Impressions of Hong Kong

Our last major venue in China was Hong Kong. I had heard a lot about this city as a great place to buy electronics. The shopping district in Kowloon did not disappoint. The first thing I noticed was that a different dialect of Chinese (Cantonese) is spoken in Hong Kong versus the balance of China (Mandarin). That got me wondering about the history of this city. Embarrassingly, I knew very little.

Historical Milestones

1841 – China cedes Hong Kong Island to Britain in perpetuity.

1860 – China cedes the tip of Kowloon Peninsula and Stonecutters Island to Britain.

1898 – China leases the New Territories to Britain for 99 years.

1937 – Japan invades China.

1941 – British surrender and Japan occupies Hong Kong.

1941 – The Flying Tigers fight to defend China.

1945 – China and Britain liberate Hong Kong.

1946 – The British Governor returns.

1984 – Sino-British Joint Declaration establishes one country, two systems governance model.

1997 – Lease expires and China takes over.

Impressions

I was surprised at how much of a positive emotional impact the Flying Tigers defense of China has had on local citizens. China is a country that remembers and it struck me that WWII continues to provide a shared experience that can be leveraged as a basis for strengthened collaboration if desired.

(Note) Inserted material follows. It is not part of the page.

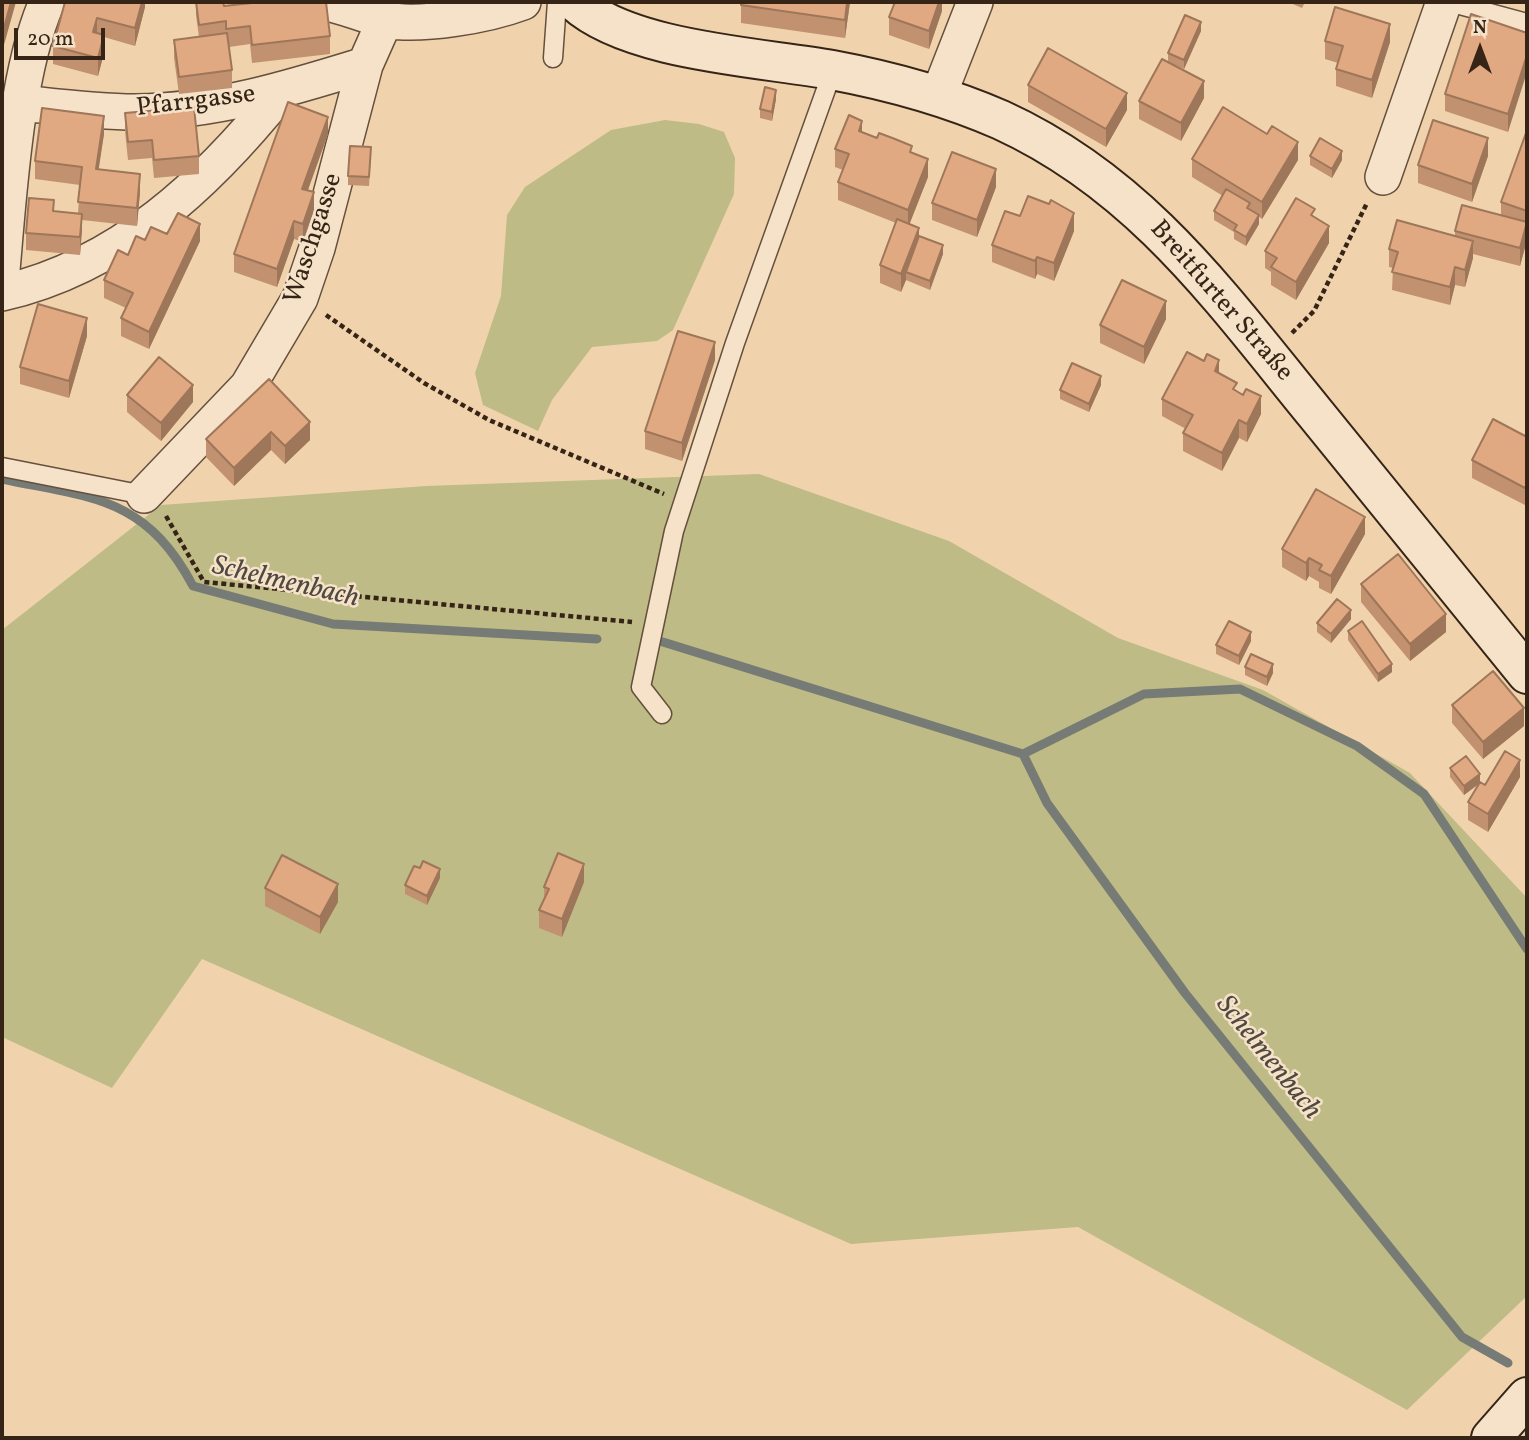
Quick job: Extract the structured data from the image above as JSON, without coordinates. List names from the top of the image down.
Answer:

This was a piece of our nation’s history I was woefully under informed about and would suggest any economic development professional interested in capital attraction from China become familiar with.

Hong Kong Disneyland is an amazing Ambassador for the U.S. I found a new appreciation for the role of business in representing America’s culture. For many Chinese a visit to Disneyland greatly influences their perception of our nation. Similarly, companies like McDonalds, Burger King, and Pizza Hut with high brand visibility in virtually every major city in China also act as Brand America Ambassadors. I think it would be very interesting for a national organization like Select USA or BrandUSA to conduct research and determine the perception being created collectively by these iconic corporations.

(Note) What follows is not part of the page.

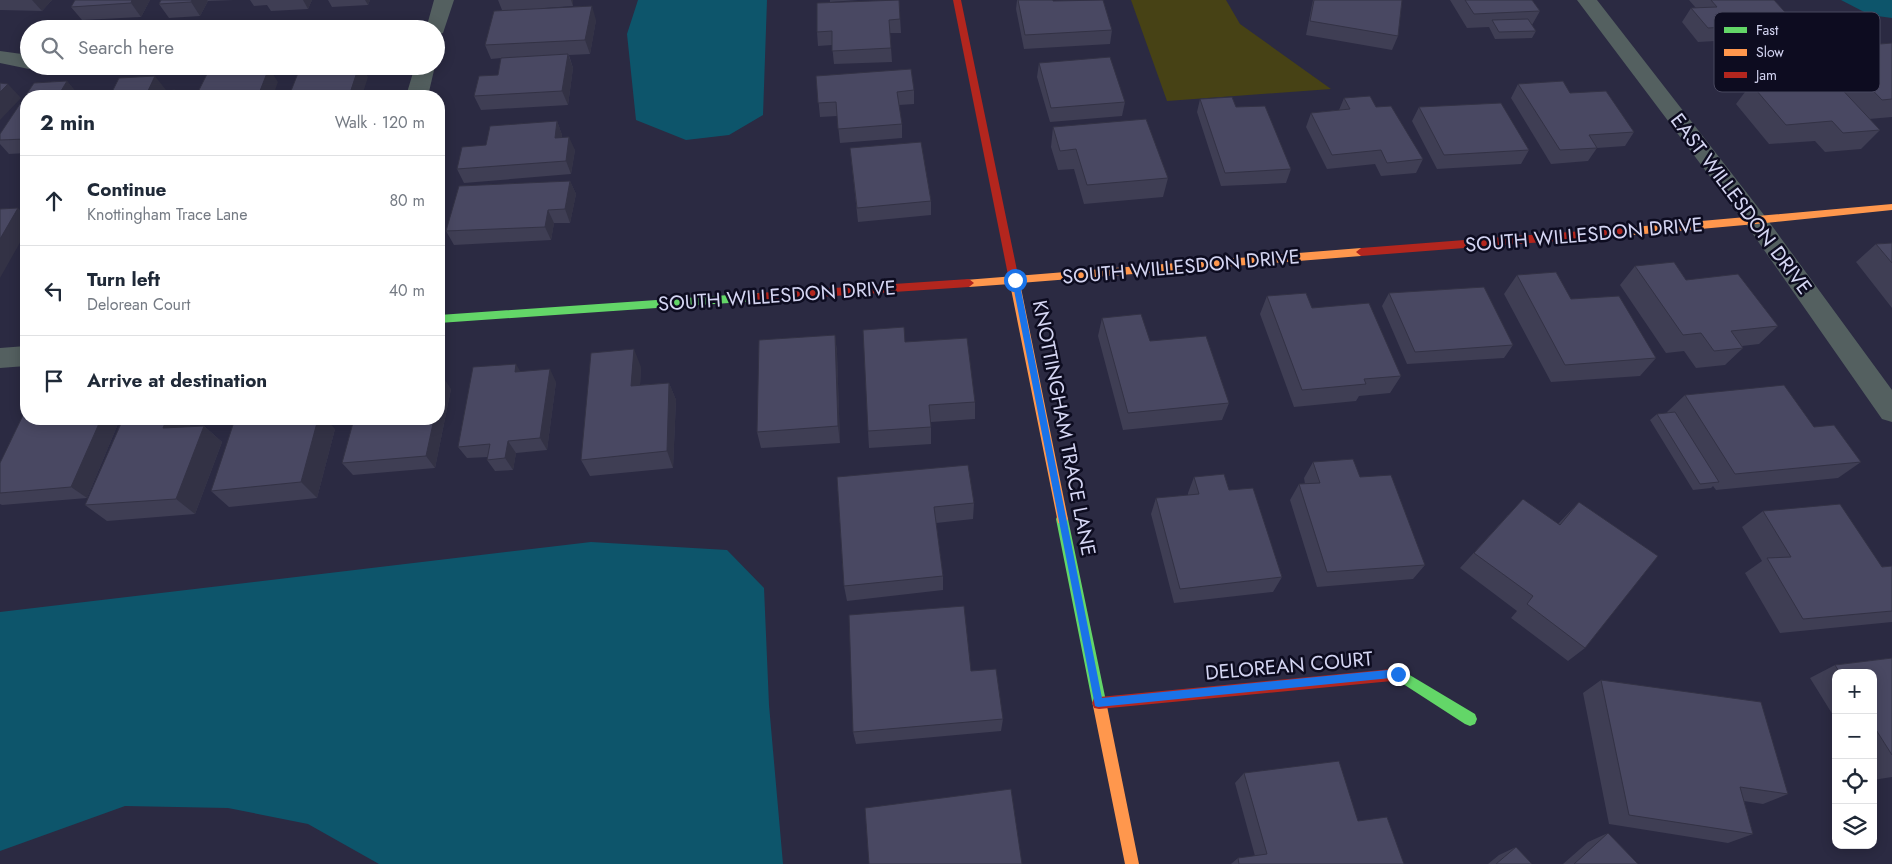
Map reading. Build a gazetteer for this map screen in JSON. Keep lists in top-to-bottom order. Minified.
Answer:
{"streets":{"street":["EAST WILLESDON DRIVE","SOUTH WILLESDON DRIVE","KNOTTINGHAM TRACE LANE","DELOREAN COURT"]},"crossings":[["EAST WILLESDON DRIVE","SOUTH WILLESDON DRIVE"],["SOUTH WILLESDON DRIVE","KNOTTINGHAM TRACE LANE"],["KNOTTINGHAM TRACE LANE","DELOREAN COURT"]],"legend":["Fast","Slow","Jam"],"page":{"search":"Search here","heading":["2 min","Walk · 120 m"],"list":[["Continue","Knottingham Trace Lane","80 m"],["Turn left","Delorean Court","40 m"],"Arrive at destination"],"map_buttons":["+","−"]}}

Commerce in Hong Kong is impressive. Victoria Harbor is one of the world’s busiest. Roughly 400,000 ships visit the harbor annually. The 9 container terminals were doing a very brisk business. It has been reported that 400 container liners serve Hong Kong weekly. According to the Census and Statistics Department, Hong Kong has a GDP of roughly $466 (HK$ billion) and a per capita GDP of $268,213 (HK$). It has a labor force of nearly 4 million people and a population of about 7 million people. Based on a PricewaterhouseCoopers 2008 estimate indicates Hong Kong is ranked 16th globally based on GDP. And, Hong Kong is the world’s 3rd largest recipient of foreign direct investment. There is no question Hong Kong is a center of commerce, and a gateway to Asia.

Hong Kong people are stylish and very brand aware. This city felt the most western of all we visited in China. In many respects, the people experience in Hong Kong reminded me of my experience in Vancouver’s China Town and Toronto’s suburb of Scarborough. MP3 players, Chuck Taylor styled sneakers, blue jeans, and haute couture fashion was everywhere. Like every major metropolitan city in the world, the restaurants were outstanding.

The transportation infrastructure in Hong Kong is exceptionally impressive. There are plans to enhance it with the creation of a high-speed rail line that will connect Hong Kong with Guangzhou; and, to dramatically expand the size of the airport.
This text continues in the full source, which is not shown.